Work request — Write out the stretch of lines below that begins at the line with "M437 1116 460 1139 449 1150 426 1126Z" and ends at the line with "M33 1160 46 1176 29 1190 16 1174Z", including both, exactly as given and nothing more.

Stored data —
-- -- --
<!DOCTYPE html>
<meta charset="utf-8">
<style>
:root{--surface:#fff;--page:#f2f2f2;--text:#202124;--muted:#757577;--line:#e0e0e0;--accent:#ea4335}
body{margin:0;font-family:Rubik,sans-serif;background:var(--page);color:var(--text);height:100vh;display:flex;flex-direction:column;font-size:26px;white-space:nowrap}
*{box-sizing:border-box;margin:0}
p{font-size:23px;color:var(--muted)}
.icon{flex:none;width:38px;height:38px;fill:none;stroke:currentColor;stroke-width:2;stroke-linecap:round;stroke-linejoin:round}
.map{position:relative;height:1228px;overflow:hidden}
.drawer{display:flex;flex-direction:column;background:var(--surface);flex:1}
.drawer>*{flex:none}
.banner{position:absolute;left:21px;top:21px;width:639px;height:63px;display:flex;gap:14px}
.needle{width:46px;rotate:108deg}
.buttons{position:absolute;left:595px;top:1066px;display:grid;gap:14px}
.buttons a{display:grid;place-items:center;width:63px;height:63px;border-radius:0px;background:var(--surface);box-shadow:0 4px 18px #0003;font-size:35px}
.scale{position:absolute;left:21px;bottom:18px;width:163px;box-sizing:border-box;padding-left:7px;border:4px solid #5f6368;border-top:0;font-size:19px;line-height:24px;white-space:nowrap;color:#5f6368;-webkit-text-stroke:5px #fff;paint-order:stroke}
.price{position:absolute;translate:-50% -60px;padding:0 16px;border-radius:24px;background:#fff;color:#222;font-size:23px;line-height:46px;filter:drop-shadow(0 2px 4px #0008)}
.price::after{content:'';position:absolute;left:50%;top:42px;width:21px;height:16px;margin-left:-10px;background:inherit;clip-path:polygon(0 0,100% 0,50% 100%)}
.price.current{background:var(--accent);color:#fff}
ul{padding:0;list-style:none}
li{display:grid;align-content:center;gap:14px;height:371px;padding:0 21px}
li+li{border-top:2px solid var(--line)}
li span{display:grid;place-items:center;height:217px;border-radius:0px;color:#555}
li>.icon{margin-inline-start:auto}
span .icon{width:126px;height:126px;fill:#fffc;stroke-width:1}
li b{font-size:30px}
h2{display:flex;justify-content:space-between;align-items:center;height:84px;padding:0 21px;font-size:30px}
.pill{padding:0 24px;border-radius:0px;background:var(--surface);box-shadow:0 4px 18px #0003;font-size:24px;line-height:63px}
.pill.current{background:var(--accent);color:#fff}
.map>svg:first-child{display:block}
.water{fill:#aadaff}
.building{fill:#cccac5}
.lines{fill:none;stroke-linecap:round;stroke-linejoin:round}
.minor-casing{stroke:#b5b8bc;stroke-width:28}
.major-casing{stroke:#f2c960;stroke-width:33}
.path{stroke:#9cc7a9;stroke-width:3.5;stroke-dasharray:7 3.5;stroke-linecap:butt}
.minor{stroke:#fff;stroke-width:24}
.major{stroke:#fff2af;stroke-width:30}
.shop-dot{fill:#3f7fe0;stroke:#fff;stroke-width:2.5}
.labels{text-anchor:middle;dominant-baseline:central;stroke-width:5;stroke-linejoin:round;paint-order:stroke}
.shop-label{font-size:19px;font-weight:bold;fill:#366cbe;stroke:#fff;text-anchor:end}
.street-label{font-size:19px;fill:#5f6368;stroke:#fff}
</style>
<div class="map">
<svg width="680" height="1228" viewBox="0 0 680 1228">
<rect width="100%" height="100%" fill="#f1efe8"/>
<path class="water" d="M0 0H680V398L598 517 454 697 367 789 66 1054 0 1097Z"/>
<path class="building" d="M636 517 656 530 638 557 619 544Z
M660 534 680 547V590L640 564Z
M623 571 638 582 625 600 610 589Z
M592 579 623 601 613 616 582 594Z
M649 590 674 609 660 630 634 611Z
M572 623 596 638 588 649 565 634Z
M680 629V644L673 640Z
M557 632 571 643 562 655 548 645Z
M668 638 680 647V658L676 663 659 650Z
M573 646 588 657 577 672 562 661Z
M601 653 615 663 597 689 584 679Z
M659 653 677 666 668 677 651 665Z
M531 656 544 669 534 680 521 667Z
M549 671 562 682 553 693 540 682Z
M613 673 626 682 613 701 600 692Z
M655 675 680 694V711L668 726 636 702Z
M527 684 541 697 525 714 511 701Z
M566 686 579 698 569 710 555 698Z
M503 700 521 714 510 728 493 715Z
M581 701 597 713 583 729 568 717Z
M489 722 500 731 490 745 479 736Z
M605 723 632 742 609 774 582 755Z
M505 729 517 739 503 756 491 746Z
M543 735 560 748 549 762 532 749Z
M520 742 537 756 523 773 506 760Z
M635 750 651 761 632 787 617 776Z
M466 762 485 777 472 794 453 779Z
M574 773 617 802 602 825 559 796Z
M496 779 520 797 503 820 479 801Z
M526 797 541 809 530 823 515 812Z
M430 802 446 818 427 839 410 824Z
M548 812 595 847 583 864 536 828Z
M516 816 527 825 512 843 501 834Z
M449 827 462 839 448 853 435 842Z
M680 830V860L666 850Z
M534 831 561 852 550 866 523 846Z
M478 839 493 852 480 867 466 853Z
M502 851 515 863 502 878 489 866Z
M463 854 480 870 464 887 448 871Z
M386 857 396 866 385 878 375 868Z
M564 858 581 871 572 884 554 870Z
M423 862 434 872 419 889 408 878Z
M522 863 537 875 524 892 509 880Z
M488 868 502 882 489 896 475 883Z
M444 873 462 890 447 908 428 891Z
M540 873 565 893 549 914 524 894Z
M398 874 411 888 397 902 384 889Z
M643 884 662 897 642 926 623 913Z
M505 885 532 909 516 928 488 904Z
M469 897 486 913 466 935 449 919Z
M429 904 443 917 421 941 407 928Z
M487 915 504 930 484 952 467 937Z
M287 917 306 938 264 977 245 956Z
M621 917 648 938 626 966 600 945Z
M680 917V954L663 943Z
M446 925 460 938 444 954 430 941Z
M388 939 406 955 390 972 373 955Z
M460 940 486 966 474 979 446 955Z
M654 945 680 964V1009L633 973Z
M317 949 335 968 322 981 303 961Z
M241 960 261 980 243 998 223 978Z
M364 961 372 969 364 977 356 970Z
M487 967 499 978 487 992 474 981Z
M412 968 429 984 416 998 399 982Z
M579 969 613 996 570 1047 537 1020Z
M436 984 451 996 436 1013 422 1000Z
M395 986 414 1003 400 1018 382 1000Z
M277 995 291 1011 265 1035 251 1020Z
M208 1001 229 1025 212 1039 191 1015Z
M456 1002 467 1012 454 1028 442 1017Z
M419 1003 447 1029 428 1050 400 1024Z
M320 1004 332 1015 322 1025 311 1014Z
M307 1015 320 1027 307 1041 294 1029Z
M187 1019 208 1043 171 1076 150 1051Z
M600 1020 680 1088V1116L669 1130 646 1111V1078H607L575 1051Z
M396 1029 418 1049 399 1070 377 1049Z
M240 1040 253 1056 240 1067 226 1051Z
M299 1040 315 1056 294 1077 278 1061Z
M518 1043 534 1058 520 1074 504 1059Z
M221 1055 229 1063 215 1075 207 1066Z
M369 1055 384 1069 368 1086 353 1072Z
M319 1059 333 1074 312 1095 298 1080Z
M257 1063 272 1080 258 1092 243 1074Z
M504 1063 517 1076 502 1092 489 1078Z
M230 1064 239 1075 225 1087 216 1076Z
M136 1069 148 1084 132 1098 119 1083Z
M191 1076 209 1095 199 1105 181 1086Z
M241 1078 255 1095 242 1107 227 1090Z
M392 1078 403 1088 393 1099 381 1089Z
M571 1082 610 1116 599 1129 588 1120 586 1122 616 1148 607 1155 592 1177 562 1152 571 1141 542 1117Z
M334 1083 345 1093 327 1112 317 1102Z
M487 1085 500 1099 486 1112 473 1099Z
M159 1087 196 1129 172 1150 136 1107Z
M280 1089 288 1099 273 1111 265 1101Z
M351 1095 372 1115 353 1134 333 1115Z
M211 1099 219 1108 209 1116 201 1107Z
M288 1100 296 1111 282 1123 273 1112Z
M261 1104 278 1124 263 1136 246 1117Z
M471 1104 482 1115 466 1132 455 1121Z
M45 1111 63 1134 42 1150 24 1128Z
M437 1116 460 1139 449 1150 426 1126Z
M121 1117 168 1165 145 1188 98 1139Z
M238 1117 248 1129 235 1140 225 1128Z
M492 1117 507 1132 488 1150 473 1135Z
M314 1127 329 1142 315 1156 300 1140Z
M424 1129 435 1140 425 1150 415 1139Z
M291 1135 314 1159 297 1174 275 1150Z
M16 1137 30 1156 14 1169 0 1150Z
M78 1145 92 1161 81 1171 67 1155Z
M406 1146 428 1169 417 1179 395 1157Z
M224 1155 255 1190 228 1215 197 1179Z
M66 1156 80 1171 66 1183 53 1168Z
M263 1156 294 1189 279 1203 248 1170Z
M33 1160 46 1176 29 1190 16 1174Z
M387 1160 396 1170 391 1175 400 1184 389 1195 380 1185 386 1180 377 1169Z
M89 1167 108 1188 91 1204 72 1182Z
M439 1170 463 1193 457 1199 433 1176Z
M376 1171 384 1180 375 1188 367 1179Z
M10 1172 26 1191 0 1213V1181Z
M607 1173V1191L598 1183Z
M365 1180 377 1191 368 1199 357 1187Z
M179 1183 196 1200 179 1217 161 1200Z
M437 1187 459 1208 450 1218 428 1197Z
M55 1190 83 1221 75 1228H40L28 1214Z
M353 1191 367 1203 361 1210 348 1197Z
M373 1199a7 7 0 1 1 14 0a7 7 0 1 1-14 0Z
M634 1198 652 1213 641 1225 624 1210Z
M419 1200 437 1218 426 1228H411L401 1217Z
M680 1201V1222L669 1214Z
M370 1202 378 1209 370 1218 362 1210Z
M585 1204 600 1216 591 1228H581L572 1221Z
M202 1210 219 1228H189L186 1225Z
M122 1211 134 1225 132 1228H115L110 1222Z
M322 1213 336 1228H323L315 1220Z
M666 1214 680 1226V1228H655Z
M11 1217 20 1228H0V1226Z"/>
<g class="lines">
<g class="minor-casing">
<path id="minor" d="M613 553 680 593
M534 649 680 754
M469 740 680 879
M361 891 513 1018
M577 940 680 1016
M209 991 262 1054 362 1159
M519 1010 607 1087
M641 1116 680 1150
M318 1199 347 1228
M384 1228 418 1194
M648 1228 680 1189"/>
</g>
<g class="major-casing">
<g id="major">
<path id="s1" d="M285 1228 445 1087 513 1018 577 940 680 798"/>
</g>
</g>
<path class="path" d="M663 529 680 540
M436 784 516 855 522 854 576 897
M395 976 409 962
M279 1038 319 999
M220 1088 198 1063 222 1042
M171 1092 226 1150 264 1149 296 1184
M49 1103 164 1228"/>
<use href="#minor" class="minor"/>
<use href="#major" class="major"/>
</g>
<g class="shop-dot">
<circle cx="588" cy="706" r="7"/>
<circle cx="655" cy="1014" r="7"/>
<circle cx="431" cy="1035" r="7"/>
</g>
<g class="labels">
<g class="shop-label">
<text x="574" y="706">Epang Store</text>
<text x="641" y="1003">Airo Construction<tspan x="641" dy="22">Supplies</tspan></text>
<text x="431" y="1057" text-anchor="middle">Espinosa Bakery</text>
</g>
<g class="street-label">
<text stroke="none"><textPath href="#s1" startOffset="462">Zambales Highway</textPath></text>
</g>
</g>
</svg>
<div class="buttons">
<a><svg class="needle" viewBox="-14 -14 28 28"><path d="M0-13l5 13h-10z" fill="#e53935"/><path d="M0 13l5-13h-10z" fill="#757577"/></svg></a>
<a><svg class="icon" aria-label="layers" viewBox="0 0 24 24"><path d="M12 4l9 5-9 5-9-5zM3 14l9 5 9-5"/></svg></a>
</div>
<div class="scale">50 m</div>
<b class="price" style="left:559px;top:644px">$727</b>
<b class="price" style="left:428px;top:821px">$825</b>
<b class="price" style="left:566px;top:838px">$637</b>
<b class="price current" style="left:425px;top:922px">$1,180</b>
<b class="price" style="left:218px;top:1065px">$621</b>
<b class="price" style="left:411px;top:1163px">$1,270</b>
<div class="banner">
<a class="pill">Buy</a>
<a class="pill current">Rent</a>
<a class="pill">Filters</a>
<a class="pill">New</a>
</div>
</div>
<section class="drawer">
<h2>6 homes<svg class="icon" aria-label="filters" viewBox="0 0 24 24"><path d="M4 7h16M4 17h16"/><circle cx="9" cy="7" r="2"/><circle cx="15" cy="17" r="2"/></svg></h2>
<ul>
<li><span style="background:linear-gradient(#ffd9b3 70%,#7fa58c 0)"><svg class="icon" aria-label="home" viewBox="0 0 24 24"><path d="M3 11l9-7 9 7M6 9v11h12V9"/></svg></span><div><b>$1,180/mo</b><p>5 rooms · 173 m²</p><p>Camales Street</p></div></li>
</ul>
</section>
-- -- --
Reply —
M437 1116 460 1139 449 1150 426 1126Z
M121 1117 168 1165 145 1188 98 1139Z
M238 1117 248 1129 235 1140 225 1128Z
M492 1117 507 1132 488 1150 473 1135Z
M314 1127 329 1142 315 1156 300 1140Z
M424 1129 435 1140 425 1150 415 1139Z
M291 1135 314 1159 297 1174 275 1150Z
M16 1137 30 1156 14 1169 0 1150Z
M78 1145 92 1161 81 1171 67 1155Z
M406 1146 428 1169 417 1179 395 1157Z
M224 1155 255 1190 228 1215 197 1179Z
M66 1156 80 1171 66 1183 53 1168Z
M263 1156 294 1189 279 1203 248 1170Z
M33 1160 46 1176 29 1190 16 1174Z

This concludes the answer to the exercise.